Ruby/UTF-2000は、XEmacs UTF-2000実装におけるUTF-2000モジュール、
CHISEモジュールのRubyへの移植を試みたモジュールである。
UTF-2000モデルとは、文字を符号ではなく属性によって扱う方法を意味する。
Ruby/UTF-2000ではそれを拡張し、文字をオブジェクトとして扱っている。
展開して、make installする。
通常、/usr/local/lib/ruby/site_ruby/以下にinstallされる。
src/utf2000.rb内
DB_DIR = '/usr/local/lib/xemacs-21.4.10/i686-pc-linux/char-db'
必要に応じて変更する。
IDS_DB_DIR = '/home/eto/work/chise/ids/''
IDSのテキストファイルが置かれているディレクトリーを指す。
下記のパッケージが必要。
一般にRubyのパッケージは RAAを使って探すことができる。
Unicodeのエディターとして、私は Meadow + Mule-UCSを使っている。
他、Windows付属のメモ帳を使うことができる。
また、IEに落して見る方法もある。
require 'utf2000'
include UTF2000
str = "字" #Stringを拡張している。UTF8で与えること。
p str.ucs #とすると、その文字のucsの値が表示される
p str.total_strokes #画数が表示される
p str.chinese_gb2312 #などなど
str.char.alist.each {|a, v| #こんな感じで全属性を表示できる
print a, ': ', v, "\n"
}
p str.inspect_x #Characterについての情報が表示される。
p str.inspect_all #持っている属性情報を全て表示する。
str = "文字列" #もちろん一文字でなく文字列も扱える。UTF-8で与える。

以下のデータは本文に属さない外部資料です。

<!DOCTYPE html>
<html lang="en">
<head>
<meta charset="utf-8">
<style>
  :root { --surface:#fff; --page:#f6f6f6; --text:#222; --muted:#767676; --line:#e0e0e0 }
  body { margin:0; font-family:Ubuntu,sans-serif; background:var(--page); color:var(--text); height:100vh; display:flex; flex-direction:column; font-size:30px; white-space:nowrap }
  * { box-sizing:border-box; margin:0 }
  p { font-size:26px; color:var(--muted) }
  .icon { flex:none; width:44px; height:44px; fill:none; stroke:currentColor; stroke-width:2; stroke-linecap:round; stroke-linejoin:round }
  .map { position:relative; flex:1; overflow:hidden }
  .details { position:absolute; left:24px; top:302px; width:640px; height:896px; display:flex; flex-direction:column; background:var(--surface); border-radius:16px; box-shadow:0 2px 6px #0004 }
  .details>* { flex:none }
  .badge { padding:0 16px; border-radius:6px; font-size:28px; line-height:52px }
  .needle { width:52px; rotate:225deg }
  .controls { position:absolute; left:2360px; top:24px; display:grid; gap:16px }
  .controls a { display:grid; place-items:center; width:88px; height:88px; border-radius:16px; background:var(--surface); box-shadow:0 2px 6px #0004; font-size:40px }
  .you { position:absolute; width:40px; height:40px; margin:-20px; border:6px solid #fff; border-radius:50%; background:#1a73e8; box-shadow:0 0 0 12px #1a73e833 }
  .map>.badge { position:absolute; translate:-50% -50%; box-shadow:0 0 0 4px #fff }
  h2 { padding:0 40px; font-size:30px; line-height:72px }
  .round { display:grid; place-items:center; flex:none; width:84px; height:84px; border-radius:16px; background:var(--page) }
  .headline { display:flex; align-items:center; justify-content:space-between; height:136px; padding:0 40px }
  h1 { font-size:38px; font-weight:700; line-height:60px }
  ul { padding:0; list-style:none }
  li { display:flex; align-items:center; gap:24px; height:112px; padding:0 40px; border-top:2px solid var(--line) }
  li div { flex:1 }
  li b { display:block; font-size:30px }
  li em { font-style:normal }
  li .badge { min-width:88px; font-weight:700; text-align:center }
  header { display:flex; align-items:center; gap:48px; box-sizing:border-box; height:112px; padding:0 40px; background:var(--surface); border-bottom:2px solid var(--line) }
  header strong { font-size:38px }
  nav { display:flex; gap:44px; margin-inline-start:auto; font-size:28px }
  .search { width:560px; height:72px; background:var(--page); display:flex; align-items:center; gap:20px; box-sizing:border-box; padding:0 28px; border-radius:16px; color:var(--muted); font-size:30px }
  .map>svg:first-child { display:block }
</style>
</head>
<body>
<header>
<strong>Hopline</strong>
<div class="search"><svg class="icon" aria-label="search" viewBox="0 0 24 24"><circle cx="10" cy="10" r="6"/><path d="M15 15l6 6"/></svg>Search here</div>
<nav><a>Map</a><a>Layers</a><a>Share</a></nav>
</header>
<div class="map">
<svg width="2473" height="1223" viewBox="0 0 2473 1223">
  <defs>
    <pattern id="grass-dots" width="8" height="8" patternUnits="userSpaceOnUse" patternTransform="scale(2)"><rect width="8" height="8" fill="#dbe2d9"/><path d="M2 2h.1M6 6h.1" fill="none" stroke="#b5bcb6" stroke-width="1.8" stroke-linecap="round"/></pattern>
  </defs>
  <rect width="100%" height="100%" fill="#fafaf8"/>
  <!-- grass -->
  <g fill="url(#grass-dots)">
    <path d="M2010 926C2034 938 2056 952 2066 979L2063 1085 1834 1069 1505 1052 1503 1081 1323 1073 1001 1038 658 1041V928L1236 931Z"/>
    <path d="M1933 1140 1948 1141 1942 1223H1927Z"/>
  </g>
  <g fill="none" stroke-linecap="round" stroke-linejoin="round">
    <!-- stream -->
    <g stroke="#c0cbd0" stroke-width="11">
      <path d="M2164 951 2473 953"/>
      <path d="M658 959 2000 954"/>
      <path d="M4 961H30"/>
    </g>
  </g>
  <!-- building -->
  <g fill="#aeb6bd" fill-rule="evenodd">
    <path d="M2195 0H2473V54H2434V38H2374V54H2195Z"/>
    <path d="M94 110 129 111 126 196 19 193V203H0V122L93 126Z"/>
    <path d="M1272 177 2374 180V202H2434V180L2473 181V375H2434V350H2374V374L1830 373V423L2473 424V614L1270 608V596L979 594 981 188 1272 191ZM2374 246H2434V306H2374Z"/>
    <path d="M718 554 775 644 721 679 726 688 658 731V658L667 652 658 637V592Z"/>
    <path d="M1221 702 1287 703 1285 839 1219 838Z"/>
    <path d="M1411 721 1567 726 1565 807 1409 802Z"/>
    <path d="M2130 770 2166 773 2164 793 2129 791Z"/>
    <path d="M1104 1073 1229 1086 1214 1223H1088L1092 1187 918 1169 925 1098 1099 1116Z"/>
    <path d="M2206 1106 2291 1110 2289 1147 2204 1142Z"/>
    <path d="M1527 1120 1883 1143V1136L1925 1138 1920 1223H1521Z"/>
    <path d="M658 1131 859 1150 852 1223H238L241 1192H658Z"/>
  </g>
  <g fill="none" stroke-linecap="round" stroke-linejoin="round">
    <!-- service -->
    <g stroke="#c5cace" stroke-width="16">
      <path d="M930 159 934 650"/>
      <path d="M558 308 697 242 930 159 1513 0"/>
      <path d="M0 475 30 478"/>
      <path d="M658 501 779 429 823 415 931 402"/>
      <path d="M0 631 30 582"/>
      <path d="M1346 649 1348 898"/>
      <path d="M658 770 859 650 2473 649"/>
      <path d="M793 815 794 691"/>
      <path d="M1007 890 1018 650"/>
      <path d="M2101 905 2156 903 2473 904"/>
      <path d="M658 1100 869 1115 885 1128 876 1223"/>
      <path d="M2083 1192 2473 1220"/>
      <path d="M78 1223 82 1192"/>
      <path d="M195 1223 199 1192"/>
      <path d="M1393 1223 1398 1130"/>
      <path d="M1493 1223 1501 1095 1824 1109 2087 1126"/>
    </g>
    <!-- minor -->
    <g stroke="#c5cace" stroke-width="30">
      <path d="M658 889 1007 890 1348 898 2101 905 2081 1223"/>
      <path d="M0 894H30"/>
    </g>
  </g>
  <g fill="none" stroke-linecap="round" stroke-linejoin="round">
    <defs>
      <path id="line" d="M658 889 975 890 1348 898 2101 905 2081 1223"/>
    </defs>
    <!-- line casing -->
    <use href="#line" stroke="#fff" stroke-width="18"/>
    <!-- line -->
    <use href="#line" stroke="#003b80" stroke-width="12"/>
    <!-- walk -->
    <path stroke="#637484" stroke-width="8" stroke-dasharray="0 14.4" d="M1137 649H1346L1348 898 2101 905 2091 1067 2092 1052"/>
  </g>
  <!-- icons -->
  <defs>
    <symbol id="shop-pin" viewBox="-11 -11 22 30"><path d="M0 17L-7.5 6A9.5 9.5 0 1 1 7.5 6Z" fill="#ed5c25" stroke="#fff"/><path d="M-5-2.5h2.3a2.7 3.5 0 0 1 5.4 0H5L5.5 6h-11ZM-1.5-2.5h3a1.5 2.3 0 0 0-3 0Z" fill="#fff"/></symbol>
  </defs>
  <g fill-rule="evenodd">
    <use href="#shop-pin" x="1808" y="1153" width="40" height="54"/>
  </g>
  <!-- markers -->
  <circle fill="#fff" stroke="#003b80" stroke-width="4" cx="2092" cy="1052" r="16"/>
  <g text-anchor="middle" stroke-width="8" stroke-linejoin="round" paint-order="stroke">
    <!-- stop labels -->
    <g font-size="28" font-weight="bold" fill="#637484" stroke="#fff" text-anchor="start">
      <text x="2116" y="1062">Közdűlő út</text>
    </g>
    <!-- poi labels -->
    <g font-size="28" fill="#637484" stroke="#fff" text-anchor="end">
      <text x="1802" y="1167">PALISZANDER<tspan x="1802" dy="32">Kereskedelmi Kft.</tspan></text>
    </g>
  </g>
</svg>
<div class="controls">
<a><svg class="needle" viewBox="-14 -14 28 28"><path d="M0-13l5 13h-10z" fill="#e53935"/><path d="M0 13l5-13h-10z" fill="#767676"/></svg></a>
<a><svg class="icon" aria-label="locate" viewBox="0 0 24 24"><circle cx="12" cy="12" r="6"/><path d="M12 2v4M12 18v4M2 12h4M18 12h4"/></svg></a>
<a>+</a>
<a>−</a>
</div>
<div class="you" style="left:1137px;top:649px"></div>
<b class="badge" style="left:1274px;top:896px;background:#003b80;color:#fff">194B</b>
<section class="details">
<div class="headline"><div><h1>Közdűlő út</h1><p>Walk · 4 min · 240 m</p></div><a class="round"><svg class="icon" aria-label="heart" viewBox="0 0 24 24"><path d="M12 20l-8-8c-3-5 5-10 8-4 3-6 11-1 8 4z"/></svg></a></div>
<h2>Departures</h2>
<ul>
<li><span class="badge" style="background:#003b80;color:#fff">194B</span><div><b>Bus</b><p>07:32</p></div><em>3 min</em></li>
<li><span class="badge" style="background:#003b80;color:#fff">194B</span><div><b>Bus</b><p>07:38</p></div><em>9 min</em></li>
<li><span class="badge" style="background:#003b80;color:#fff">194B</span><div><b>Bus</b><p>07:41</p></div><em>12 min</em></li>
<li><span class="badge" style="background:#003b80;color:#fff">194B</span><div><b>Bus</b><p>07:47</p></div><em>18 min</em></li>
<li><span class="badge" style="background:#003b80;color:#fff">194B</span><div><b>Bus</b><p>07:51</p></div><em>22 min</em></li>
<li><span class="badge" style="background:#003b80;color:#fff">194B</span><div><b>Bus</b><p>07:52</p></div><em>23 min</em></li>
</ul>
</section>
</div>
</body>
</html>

p str.inspect_x #各文字の情報が表示される。
p str.inspect_all #各文字の属性情報を全て表示する。
Ruby/UTF-2000は、IDSを操作する機能を強化している。
適切にIDS_DB_DIRを設定した後に、 tools/idsdbdumpall.rbを実行する。(かなり時間がかかる)
文字属性として新たにids, ids-decomposeが作られる。 これはそれぞれ、IDSの文字列、それを再帰的に分解しきったものである。
Stringに対しては、decompose, decompose_allという二つのメソッドがある。
p "字".decompose p "字".decompose_all p "榊".decompose p "榊".decompose_all p "終了".decompose p "終了".decompose_all p "鬱".decompose p "鬱".decompose_all
IDSのテキストファイルにはまだいろいろと間違っているところがあり、 分解できない文字もあります。
逆変換、compose機能はまだできていません。
下記のような文章を入力、表示できるようになることを例として考える。
が、まだ入力できません。未完成です。
詳しくはtools/READMEを見てください。
まじめなメソッドの説明を書く。(未完)
class String char 先頭の文字をCharacterに変換したものを返す →method_missingで、存在しないmethodを指定すると、自動的に先頭の文字を Characterに変換してそれへのmethodとして呼ぶ。 class Character get ある文字をgetする。(flyweightパターン) [] ある属性をgetする。get_char_attributeも使える。 またmethod_missingも使える。 []= ある属性をputする。put_char_attributeも使える。 またmethod_missingによる入力も使える。 存在しない属性を参照したときは、nilが返る。
いろいろ悩みどころがあるのですが、適当に書いてみます。
Ruby/M17Nはすでにできているらしく、それとの整合性をどうとればいいか。
Ruby/M17Nブランチが本体に反映されるのは、ruby-1.8以降が予定されている。
ソースコード中のm17n.c, m17n.hが該当個所。 UTF-2000は内部的にはUTF-8として扱えるので、それを拡張すればいいのか? UTF-8の処理への追加という形で実装できる?